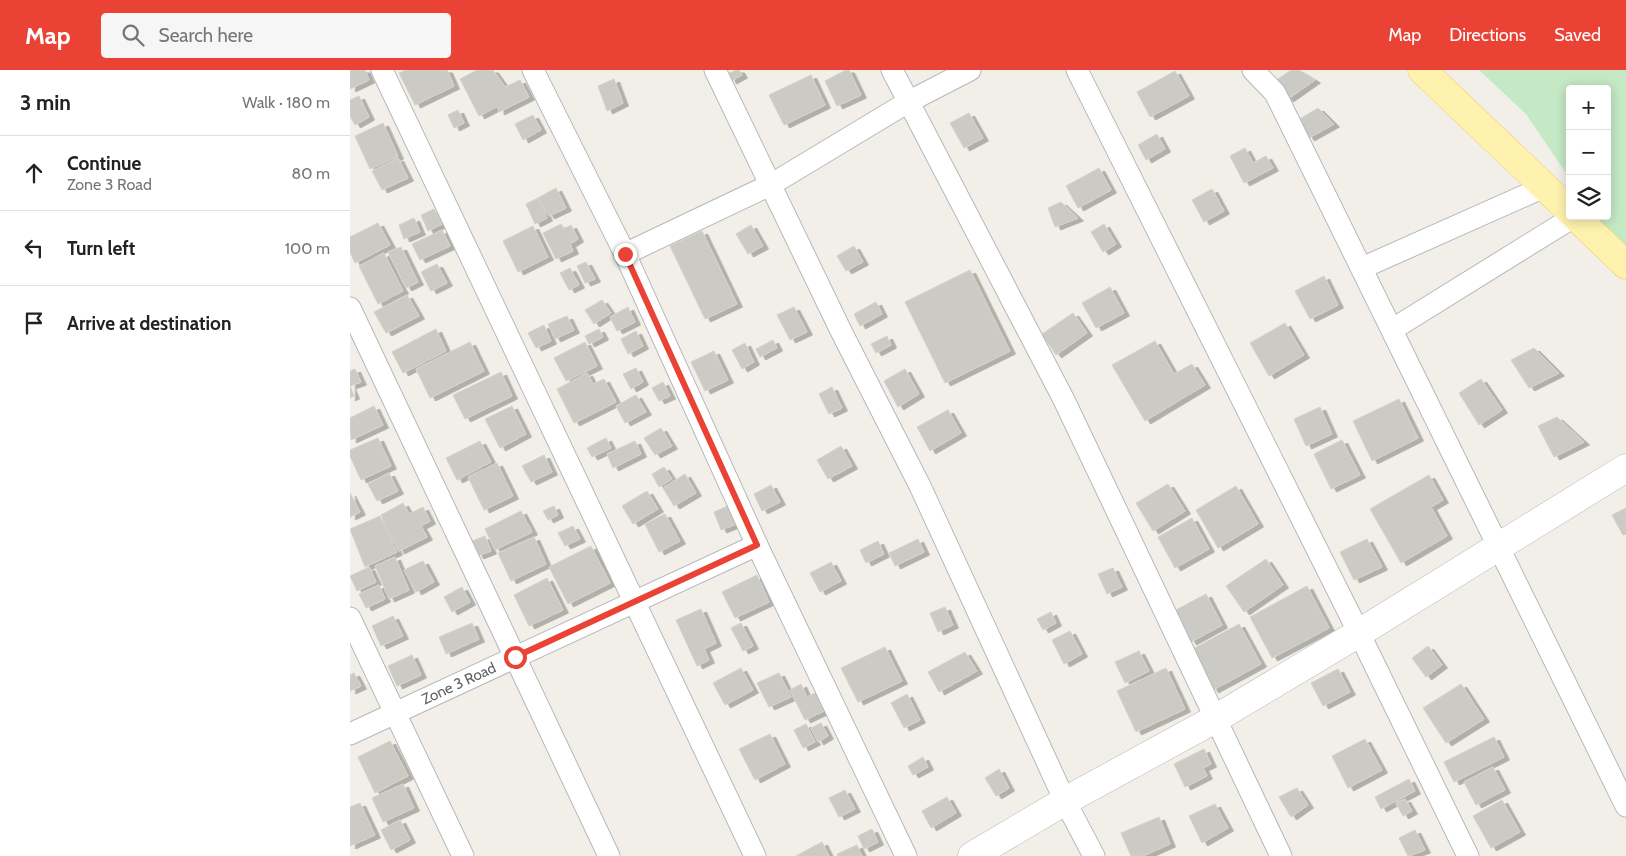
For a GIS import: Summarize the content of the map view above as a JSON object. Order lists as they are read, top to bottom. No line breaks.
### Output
{"streets":{"street":["Zone 3 Road"]},"page":{"header":"Map","search":"Search here","nav":["Map","Directions","Saved"],"heading":["3 min","Walk · 180 m"],"map_buttons":["+","−"],"list":[["Continue","Zone 3 Road","80 m"],["Turn left","100 m"],"Arrive at destination"]}}
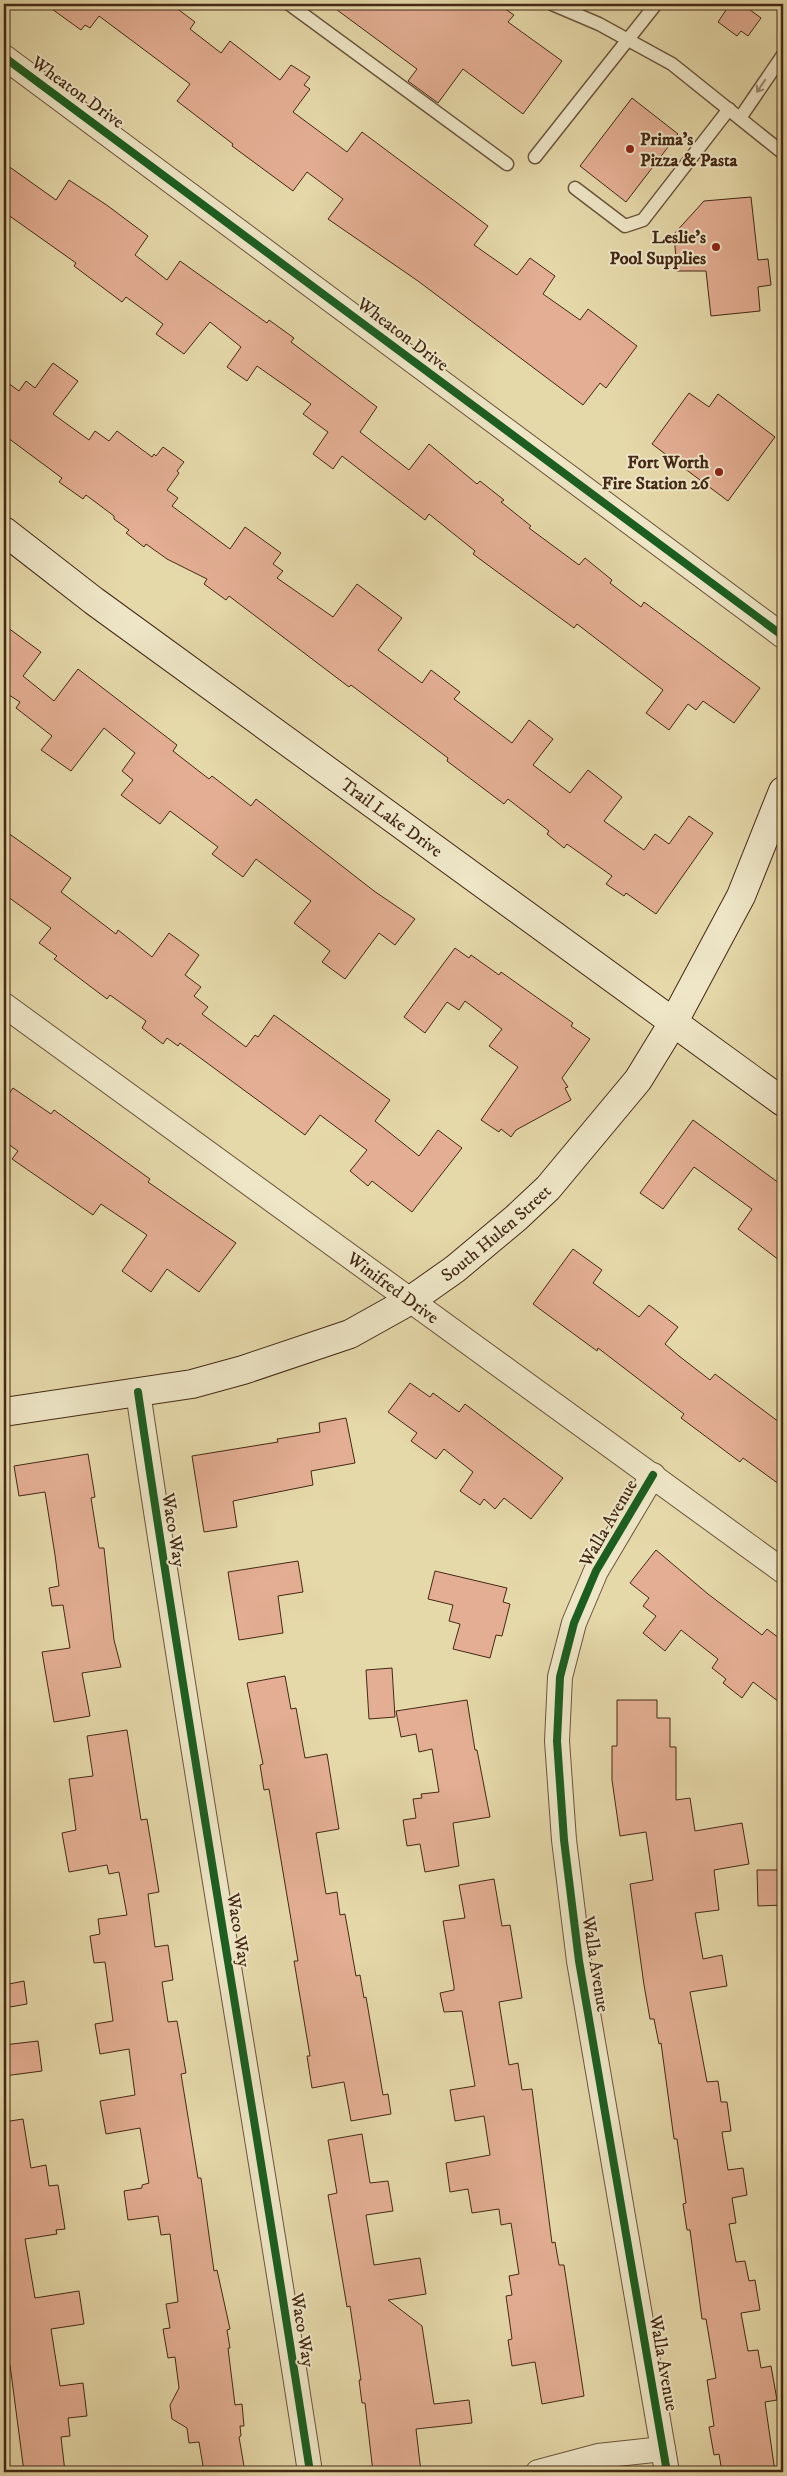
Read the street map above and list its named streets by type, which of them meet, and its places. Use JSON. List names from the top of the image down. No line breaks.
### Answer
{"streets":{"main road":["Trail Lake Drive","South Hulen Street"],"street":["Wheaton Drive","Winifred Drive","Walla Avenue","Waco Way"]},"crossings":[["Trail Lake Drive","South Hulen Street"],["South Hulen Street","Winifred Drive"],["South Hulen Street","Waco Way"],["Winifred Drive","Walla Avenue"]],"places":["Prima's Pizza & Pasta","Leslie's Pool Supplies","Fort Worth Fire Station 26"]}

+===+

▶ _What the task requires_
Among the lines of the material, find those holding the word "JSON" and return them.

▶ _Exercise solution_
For a GIS import: Summarize the content of the map view above as a JSON object. Order lists as they are read, top to bottom. No line breaks.
Read the street map above and list its named streets by type, which of them meet, and its places. Use JSON. List names from the top of the image down. No line breaks.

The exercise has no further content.